Production Operations

Resource Quotas & LimitRanges

● Advanced ⏱ 12 min read

Without resource controls, one misbehaving team can exhaust cluster CPU or memory and starve every other workload. ResourceQuota caps total resource consumption per namespace. LimitRange sets defaults and bounds per container so that every pod gets a request and limit even if the developer forgot to specify one.

Why Quotas

Two failure modes that quotas prevent:

ResourceQuota

ResourceQuota enforces aggregate limits across all resources in a namespace.
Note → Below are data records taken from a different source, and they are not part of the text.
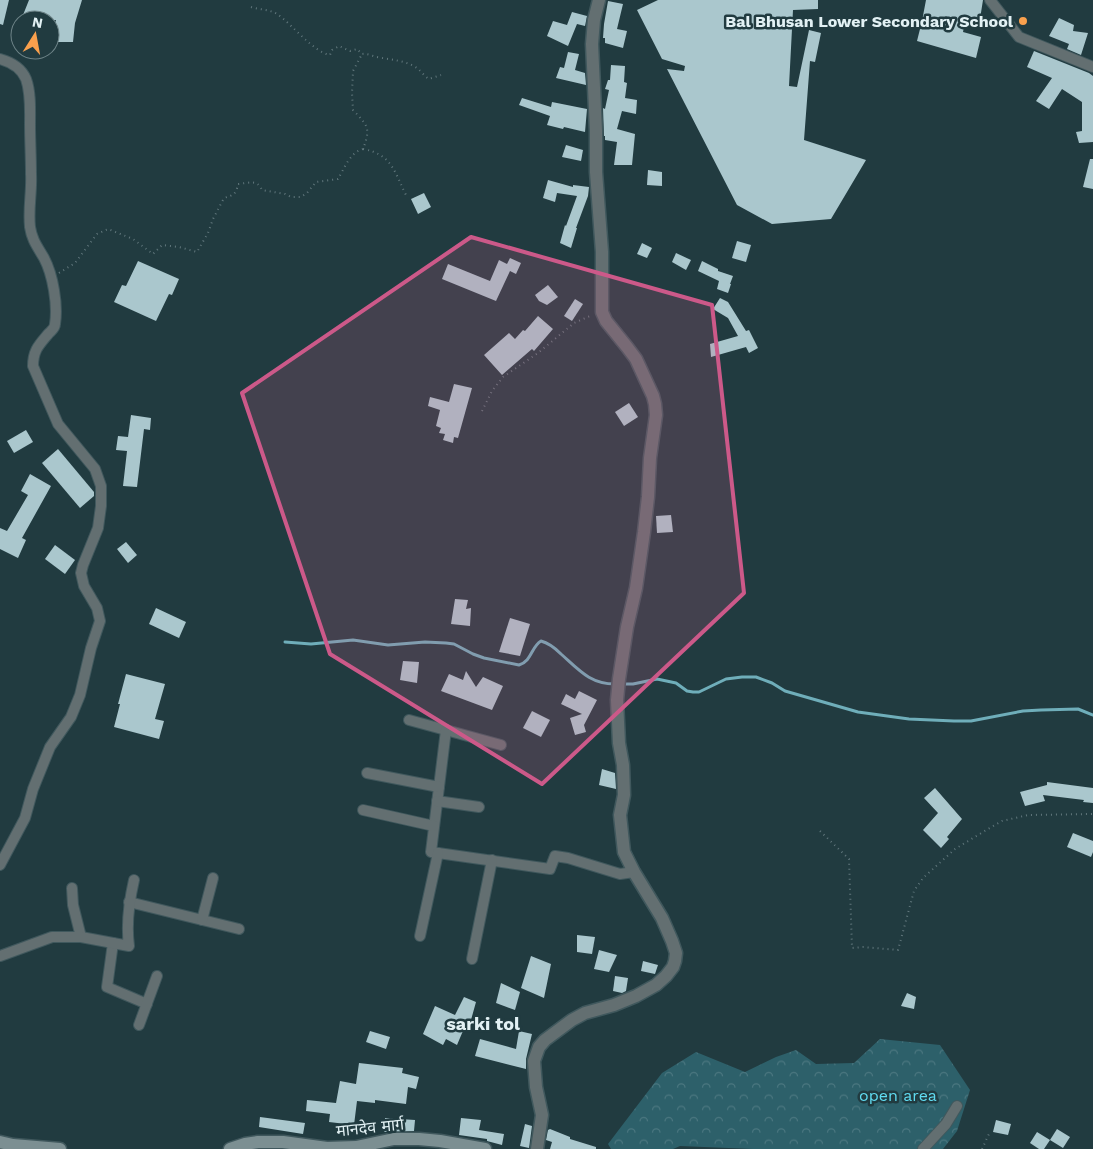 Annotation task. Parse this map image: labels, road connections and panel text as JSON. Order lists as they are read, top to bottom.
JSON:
{
  "streets": {
    "main road": ["मानदेव मार्ग"]
  },
  "districts": ["sarki tol"],
  "parks": ["open area"],
  "places": ["Bal Bhusan Lower Secondary School"],
  "north": "top"
} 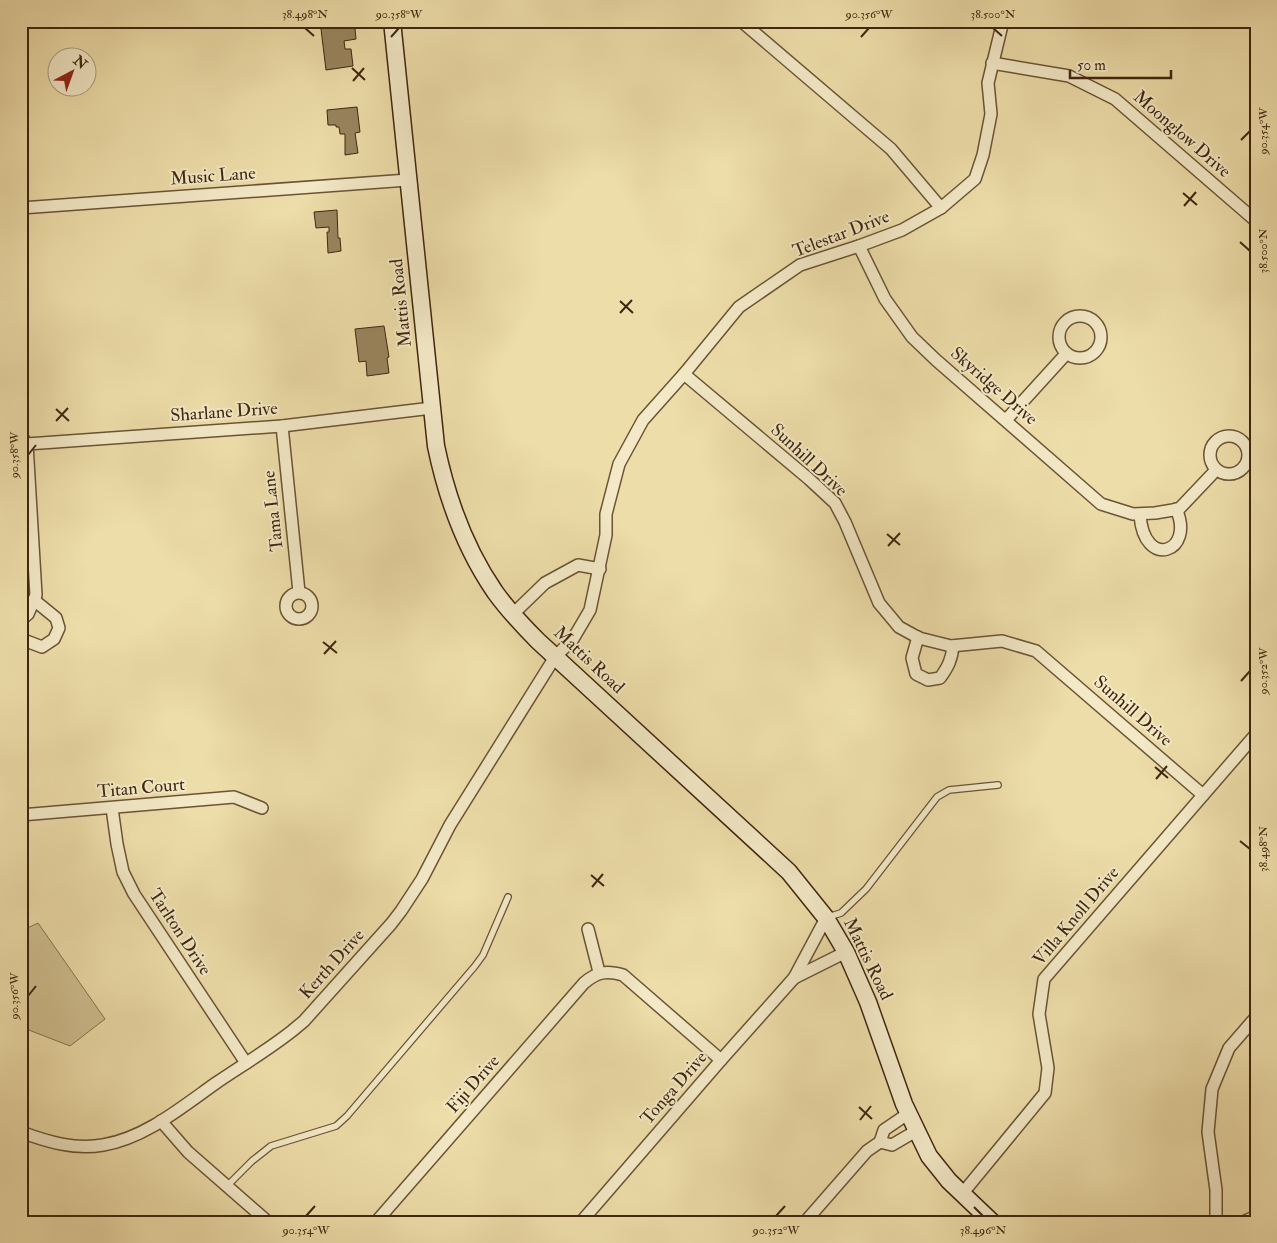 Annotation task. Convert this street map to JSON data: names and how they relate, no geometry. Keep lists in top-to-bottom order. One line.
{"streets":{"main road":["Mattis Road"],"street":["Moonglow Drive","Music Lane","Telestar Drive","Skyridge Drive","Sharlane Drive","Sunhill Drive","Tama Lane","Titan Court","Villa Knoll Drive","Tarlton Drive","Kerth Drive","Fiji Drive","Tonga Drive"]},"crossings":[["Moonglow Drive","Telestar Drive"],["Music Lane","Mattis Road"],["Telestar Drive","Mattis Road"],["Telestar Drive","Skyridge Drive"],["Telestar Drive","Sunhill Drive"],["Telestar Drive","Kerth Drive"],["Mattis Road","Sharlane Drive"],["Mattis Road","Villa Knoll Drive"],["Mattis Road","Kerth Drive"],["Mattis Road","Tonga Drive"],["Sharlane Drive","Tama Lane"],["Sunhill Drive","Villa Knoll Drive"],["Titan Court","Tarlton Drive"],["Tarlton Drive","Kerth Drive"]],"scale_bar":"50 m","north":"top right","coordinates":["38.498°N","90.358°W","90.356°W","38.500°N","90.354°W","90.352°W","38.496°N"]} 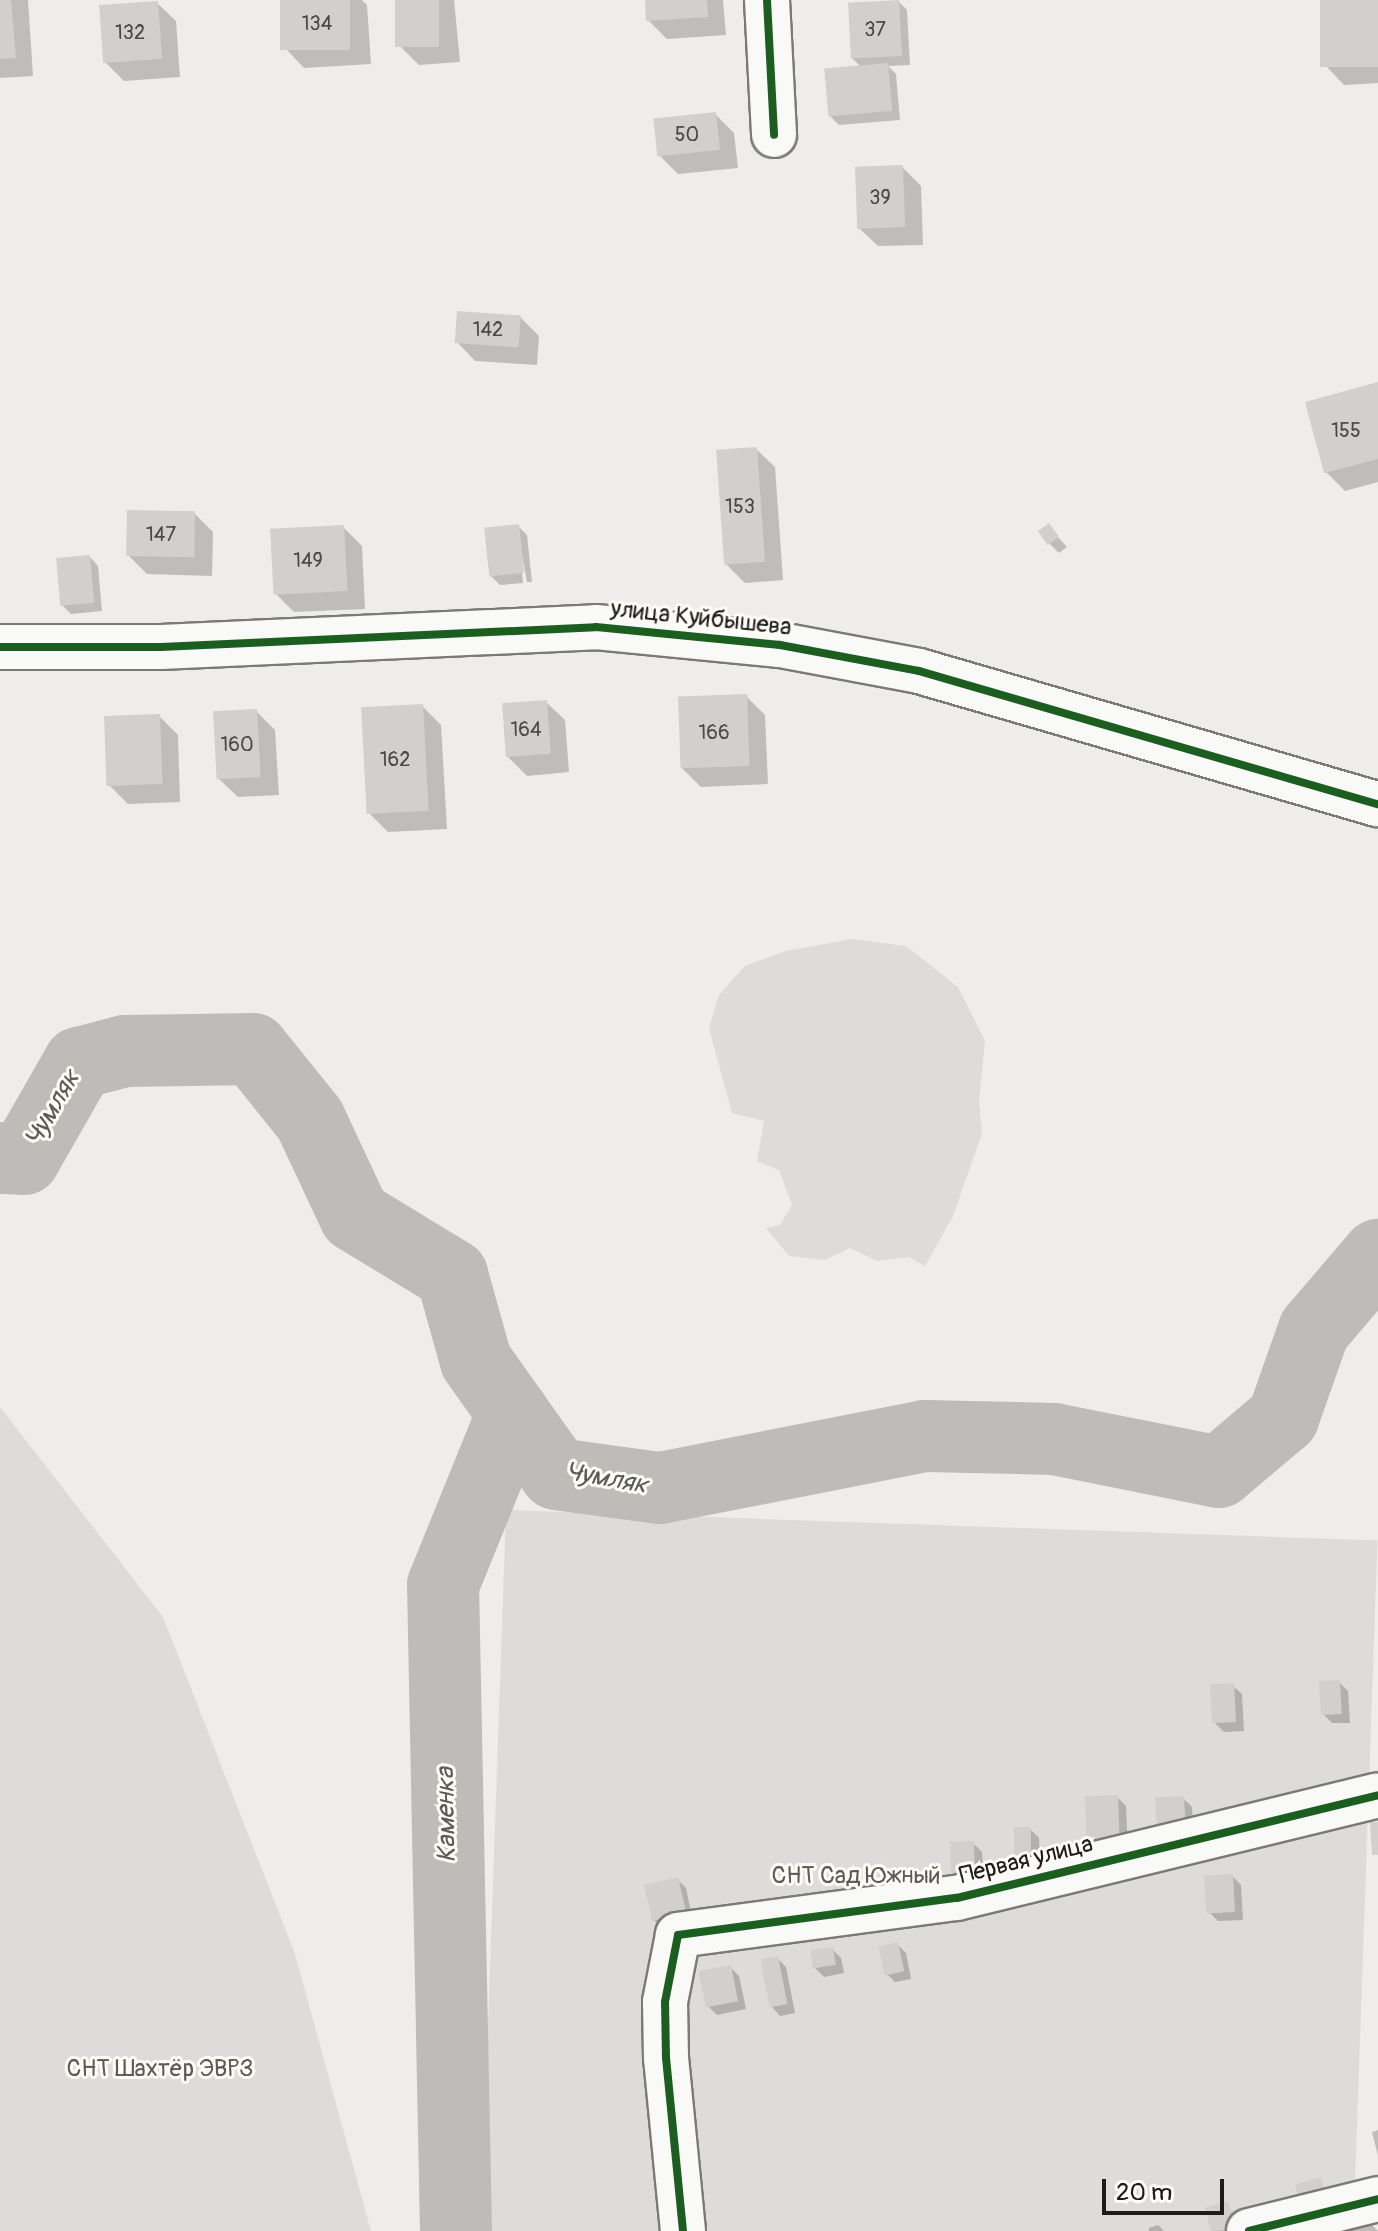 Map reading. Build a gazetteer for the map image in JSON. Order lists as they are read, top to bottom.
{
  "streets": {
    "street": ["улица Куйбышева", "Первая улица"]
  },
  "water": ["Чумляк", "Каменка"],
  "parks": ["СНТ Сад Южный", "СНТ Шахтёр ЭВРЗ"],
  "house_numbers": [
    "134",
    "37",
    "132",
    "50",
    "39",
    "142",
    "155",
    "153",
    "147",
    "149",
    "164",
    "166",
    "160",
    "162"
  ],
  "scale_bar": "20 m"
}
When a quota is set, every new pod must specify resource requests and limits — otherwise the API server rejects it.

resourcequota.yaml — namespace caps
apiVersion: v1
kind: ResourceQuota
metadata:
  name: production-quota
  namespace: production
spec:
  hard:
    # Compute
    requests.cpu: "20"          # total CPU requests across all pods
    requests.memory: 40Gi       # total memory requests
    limits.cpu: "40"            # total CPU limits
    limits.memory: 80Gi         # total memory limits

    # Object counts
    pods: "100"                 # maximum number of pods
    services: "20"
    persistentvolumeclaims: "30"
    secrets: "50"
    configmaps: "50"

    # Service types (prevent accidental LoadBalancer creation)
    services.loadbalancers: "2"
    services.nodeports: "0"
scoped quotas — different limits by QoS class
apiVersion: v1
kind: ResourceQuota
metadata:
  name: besteffort-quota
  namespace: production
spec:
  hard:
    pods: "10"                  # max 10 BestEffort pods (no requests/limits set)
  scopeSelector:
    matchExpressions:
    - operator: In
      scopeName: QOSClass
      values: ["BestEffort"]

LimitRange

LimitRange is a namespace policy that sets default requests and limits, and enforces min/max bounds, for containers and pods. It prevents the "forgot to set limits" class of incident.

limitrange.yaml — defaults and bounds
apiVersion: v1
kind: LimitRange
metadata:
  name: production-limits
  namespace: production
spec:
  limits:
  # Container-level defaults and bounds
  - type: Container
    default:                    # injected when container has no limits set
      cpu: "500m"
      memory: "256Mi"
    defaultRequest:             # injected when container has no requests set
      cpu: "100m"
      memory: "128Mi"
    min:                        # request/limit must be at least this
      cpu: "50m"
      memory: "64Mi"
    max:                        # request/limit cannot exceed this
      cpu: "4"
      memory: "8Gi"

  # Pod-level bounds (sum of all containers)
  - type: Pod
    max:
      cpu: "8"
      memory: "16Gi"

  # PVC storage bounds
  - type: PersistentVolumeClaim
    min:
      storage: "1Gi"
    max:
      storage: "100Gi"
ResourceQuota vs LimitRange — different scopes
ResourceQuota
Scope: namespace total
Tracks cumulative usage
Rejects pod if quota exceeded
Example: namespace cannot
exceed 20 CPU cores total
LimitRange
Scope: per container/pod
Injects defaults at admission
Enforces min/max bounds
Example: every container
gets 100m CPU request by default
ResourceQuota caps aggregate namespace usage. LimitRange sets per-container defaults and bounds. Use both together for full control.

QoS Classes

Kubernetes assigns a QoS class to every pod based on its resource configuration. When a node runs out of memory, the kubelet evicts pods in order: BestEffort first, then Burstable, then Guaranteed last.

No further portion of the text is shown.